L’ouverture au dialogue suppose seulement qu’on ait conscience de pouvoir et de devoir s’approfondir, se purifier, poser intelligemment les questions, formuler clairement la vérité aperçue, et cela en acceptant que l’autre nous apporte quelque chose, au moins un ébranlement, une interpellation. L’ouverture au dialogue implique, de façon nécessaire et suffisante, la conscience de ne pouvoir identifier totalement ce que l’on tient, en l’état où on le tient présentement, avec l’Absolu de la Vérité que l’on professe. Tout cela suppose l’acceptation de sa propre incomplétude... et la perception de la capacité exigeante de se compléter.
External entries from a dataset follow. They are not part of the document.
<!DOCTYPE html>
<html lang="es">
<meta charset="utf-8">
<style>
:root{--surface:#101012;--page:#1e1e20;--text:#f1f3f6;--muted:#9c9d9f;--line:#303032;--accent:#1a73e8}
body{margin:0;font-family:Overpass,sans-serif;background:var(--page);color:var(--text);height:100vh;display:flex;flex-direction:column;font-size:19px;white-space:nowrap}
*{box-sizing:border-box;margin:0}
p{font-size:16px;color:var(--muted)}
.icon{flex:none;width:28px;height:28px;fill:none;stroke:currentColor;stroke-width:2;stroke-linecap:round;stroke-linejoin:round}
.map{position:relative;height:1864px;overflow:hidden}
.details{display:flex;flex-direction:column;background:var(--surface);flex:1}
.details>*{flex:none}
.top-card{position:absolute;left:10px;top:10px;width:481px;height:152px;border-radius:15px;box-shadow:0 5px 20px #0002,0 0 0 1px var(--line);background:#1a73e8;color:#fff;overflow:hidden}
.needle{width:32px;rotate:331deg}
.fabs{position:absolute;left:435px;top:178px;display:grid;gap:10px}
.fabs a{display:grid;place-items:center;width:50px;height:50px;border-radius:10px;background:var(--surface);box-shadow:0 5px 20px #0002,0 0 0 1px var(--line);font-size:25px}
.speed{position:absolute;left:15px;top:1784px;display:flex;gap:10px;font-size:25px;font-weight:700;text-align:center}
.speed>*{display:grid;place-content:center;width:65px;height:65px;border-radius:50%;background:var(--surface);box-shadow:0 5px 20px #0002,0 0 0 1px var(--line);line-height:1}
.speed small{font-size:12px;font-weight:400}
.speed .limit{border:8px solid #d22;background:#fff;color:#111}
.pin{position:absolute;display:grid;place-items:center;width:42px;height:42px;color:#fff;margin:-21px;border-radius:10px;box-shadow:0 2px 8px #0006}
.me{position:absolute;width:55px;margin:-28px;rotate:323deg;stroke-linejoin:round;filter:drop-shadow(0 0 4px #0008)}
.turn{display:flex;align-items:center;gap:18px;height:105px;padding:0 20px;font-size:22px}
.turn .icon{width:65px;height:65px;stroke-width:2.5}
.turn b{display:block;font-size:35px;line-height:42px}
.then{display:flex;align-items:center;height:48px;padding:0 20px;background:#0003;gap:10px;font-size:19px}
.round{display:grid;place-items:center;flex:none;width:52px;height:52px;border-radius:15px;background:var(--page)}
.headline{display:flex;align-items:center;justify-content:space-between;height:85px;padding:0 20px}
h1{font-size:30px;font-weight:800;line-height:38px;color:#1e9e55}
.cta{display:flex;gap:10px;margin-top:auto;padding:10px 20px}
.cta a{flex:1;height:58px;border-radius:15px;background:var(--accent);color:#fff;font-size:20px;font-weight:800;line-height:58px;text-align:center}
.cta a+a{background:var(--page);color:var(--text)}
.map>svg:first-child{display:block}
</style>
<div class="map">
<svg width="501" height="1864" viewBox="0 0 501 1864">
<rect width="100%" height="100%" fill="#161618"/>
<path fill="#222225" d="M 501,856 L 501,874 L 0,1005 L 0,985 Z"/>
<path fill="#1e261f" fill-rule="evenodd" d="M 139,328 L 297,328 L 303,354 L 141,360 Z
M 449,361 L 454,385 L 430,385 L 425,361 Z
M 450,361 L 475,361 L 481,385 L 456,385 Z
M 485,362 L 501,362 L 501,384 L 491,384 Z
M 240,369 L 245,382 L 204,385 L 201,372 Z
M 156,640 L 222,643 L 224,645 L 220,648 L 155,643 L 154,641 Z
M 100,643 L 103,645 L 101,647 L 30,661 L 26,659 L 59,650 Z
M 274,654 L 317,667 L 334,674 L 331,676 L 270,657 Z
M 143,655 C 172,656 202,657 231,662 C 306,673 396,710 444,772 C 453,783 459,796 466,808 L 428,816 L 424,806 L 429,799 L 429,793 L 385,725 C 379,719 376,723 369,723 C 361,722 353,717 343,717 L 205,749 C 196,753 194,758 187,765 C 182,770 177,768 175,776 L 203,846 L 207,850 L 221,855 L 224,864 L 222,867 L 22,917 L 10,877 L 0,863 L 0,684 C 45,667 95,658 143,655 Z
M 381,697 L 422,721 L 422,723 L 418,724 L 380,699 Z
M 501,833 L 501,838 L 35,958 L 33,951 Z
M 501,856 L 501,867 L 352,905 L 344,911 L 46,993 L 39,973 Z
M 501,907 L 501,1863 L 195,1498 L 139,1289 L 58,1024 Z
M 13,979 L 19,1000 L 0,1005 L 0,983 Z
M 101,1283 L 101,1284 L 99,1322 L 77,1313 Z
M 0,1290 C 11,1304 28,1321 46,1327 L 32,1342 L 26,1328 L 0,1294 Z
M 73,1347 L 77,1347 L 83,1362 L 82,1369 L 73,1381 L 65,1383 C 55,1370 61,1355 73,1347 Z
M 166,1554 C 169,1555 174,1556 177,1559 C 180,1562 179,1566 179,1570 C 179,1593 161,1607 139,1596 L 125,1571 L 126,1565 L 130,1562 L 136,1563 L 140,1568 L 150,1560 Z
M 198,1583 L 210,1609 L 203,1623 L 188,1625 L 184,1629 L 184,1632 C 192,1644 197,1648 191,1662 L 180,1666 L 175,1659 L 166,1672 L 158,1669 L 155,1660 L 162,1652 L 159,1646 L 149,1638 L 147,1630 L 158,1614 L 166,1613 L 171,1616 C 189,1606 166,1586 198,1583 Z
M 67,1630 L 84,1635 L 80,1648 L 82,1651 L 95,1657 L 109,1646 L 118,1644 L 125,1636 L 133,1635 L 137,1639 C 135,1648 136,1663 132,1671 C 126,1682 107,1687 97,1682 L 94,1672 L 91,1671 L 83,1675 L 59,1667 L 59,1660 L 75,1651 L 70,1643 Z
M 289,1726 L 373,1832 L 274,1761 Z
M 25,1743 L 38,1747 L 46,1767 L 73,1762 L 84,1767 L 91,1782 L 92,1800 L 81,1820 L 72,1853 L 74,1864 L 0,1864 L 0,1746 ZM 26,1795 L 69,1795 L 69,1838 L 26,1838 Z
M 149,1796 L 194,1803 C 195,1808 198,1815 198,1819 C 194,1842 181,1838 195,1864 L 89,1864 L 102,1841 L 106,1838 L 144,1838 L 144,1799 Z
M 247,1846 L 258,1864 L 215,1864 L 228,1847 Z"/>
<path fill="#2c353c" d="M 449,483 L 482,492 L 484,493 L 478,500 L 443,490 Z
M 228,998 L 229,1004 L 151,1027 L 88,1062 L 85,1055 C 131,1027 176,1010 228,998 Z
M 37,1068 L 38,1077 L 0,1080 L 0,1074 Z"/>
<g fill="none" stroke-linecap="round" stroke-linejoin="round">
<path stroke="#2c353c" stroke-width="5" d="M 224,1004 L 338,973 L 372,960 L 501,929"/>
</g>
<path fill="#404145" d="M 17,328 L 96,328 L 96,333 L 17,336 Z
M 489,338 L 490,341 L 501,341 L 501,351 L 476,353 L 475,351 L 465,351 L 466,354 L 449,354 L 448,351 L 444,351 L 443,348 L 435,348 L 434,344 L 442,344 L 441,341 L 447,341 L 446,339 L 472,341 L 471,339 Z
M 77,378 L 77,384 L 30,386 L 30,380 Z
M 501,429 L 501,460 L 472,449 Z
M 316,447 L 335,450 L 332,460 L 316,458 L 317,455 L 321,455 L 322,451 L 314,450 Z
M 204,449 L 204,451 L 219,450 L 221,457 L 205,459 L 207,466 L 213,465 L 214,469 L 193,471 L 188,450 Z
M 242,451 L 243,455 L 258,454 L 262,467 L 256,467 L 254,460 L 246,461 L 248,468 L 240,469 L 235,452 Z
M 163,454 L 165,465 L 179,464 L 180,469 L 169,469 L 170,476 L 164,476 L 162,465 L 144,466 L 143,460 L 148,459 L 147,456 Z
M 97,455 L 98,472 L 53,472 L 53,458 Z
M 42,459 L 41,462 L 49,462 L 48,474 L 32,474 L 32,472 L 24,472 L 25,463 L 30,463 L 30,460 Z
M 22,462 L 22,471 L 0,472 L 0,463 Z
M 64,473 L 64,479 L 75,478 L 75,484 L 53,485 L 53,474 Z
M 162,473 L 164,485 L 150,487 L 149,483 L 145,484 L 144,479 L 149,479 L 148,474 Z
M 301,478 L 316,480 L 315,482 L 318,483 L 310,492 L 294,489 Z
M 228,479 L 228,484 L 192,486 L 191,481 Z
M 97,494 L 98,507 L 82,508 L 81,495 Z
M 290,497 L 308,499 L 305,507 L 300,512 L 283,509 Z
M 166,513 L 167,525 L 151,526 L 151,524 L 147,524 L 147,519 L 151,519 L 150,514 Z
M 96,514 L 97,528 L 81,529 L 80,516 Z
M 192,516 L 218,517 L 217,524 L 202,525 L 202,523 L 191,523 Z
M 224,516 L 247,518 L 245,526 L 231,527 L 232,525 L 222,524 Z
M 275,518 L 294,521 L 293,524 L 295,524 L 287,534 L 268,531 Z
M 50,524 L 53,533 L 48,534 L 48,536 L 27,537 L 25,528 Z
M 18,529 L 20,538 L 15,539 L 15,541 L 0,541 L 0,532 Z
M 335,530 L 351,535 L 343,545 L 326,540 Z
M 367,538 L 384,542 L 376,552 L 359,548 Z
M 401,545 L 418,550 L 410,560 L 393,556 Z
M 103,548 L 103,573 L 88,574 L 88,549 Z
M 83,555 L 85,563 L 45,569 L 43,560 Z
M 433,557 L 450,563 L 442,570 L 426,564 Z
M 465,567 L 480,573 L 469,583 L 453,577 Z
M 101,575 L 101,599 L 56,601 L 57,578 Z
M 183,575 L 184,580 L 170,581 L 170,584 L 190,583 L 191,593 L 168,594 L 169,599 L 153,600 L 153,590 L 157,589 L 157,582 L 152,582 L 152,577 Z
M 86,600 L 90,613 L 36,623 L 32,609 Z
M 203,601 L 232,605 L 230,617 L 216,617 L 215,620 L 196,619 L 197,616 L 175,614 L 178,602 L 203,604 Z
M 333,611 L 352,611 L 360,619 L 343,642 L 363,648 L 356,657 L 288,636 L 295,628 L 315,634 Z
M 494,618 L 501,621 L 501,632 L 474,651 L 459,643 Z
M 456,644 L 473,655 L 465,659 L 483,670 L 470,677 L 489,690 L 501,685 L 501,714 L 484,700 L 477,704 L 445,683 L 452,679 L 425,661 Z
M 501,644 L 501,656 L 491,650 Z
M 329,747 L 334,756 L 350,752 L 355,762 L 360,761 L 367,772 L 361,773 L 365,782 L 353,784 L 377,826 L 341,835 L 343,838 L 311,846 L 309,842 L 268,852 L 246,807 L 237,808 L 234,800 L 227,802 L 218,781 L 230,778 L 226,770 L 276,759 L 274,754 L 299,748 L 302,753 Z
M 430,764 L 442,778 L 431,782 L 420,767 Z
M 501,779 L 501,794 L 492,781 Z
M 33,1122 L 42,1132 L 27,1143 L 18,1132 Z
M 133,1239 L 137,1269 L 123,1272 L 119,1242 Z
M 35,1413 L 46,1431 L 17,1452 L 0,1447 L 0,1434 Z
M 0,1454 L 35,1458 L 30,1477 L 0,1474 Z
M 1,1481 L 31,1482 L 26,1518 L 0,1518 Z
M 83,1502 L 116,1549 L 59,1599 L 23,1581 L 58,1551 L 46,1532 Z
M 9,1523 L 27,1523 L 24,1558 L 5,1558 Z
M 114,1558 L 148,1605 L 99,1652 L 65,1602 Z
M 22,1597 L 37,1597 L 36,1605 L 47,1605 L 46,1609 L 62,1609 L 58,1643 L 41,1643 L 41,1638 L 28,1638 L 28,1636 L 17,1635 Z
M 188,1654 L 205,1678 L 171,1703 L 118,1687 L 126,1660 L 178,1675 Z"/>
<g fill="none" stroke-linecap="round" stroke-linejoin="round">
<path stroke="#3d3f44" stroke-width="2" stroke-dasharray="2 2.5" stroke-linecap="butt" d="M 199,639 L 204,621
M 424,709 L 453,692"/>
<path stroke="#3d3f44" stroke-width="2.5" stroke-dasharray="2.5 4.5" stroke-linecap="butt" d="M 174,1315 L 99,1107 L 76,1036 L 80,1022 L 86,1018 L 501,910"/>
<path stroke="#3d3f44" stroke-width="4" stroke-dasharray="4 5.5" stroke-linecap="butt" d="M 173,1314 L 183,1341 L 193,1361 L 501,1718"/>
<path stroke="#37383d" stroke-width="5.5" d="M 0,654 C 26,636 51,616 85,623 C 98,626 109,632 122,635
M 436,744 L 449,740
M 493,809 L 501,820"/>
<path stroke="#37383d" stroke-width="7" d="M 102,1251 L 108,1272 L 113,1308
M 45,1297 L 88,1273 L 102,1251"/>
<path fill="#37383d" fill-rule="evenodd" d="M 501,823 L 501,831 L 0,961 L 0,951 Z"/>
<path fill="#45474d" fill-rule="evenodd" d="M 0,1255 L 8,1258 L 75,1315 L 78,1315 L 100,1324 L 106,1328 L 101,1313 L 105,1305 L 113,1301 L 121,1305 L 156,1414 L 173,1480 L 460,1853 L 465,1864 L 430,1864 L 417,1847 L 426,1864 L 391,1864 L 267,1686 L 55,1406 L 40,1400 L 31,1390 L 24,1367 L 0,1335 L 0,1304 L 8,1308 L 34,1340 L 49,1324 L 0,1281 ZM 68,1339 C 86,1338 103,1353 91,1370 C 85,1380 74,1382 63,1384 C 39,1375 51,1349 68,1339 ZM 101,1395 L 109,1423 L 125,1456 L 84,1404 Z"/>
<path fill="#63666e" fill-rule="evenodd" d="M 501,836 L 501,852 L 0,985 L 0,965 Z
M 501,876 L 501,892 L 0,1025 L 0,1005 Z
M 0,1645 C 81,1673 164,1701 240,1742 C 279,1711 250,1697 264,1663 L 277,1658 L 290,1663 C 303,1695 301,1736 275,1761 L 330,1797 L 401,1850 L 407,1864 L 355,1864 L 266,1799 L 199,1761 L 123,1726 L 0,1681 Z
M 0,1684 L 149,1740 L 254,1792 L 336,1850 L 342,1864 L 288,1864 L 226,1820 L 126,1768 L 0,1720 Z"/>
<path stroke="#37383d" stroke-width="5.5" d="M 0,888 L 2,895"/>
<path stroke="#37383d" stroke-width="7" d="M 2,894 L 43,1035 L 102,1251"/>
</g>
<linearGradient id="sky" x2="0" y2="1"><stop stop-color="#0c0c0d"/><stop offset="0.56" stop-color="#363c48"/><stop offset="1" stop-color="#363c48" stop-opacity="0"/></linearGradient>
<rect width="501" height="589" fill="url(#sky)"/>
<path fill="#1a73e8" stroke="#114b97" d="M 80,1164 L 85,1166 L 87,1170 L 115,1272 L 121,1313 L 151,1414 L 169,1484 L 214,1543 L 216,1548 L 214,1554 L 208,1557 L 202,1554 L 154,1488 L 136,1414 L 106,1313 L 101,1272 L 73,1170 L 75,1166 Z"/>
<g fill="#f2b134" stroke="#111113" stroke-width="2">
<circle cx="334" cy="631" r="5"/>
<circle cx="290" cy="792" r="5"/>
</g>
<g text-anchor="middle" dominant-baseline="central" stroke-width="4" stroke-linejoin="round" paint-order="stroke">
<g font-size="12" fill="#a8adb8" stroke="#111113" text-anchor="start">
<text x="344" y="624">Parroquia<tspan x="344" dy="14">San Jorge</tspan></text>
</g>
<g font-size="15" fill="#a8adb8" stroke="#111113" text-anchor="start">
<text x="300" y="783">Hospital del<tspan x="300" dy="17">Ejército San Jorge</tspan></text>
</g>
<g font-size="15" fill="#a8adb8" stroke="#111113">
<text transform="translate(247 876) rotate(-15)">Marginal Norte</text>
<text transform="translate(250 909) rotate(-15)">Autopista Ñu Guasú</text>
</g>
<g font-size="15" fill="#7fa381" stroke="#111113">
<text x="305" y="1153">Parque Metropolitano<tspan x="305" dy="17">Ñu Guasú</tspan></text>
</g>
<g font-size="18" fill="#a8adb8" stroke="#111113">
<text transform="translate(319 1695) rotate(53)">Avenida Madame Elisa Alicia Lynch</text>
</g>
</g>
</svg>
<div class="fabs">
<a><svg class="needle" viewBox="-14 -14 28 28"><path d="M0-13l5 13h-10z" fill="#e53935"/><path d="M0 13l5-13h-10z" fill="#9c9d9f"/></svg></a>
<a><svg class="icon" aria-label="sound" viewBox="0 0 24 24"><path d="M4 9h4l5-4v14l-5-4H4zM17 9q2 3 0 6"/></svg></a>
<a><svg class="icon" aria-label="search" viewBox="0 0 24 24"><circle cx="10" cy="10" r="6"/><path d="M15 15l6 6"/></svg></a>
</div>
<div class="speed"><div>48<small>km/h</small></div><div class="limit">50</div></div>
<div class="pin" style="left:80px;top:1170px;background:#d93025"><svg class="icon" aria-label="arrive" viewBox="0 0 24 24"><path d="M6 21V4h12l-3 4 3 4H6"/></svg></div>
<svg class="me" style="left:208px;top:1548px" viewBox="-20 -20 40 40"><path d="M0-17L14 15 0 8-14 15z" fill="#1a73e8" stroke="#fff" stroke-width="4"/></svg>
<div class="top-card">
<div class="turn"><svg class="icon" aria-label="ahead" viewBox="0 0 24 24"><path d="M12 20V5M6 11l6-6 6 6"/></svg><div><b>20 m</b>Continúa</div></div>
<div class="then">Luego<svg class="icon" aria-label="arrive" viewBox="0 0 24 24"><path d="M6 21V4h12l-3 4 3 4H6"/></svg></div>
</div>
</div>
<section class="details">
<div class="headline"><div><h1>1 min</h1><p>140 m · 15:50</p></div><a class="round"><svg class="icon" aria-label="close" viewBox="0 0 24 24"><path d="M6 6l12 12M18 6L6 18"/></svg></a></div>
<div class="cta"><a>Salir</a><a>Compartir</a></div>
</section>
Tout véritable dialogue est en même temps une mise en question de soi-même par soi-même, une sorte d’examen de conscience. Qu’attend l’autre de moi, sinon que je sois moi, authentiquement ? C’est la conscience que doivent avoir des interlocuteurs quand ils tentent de rapprocher les fils d’un même esprit en vue de signifier le retour sur soi comme un retour à la source commune.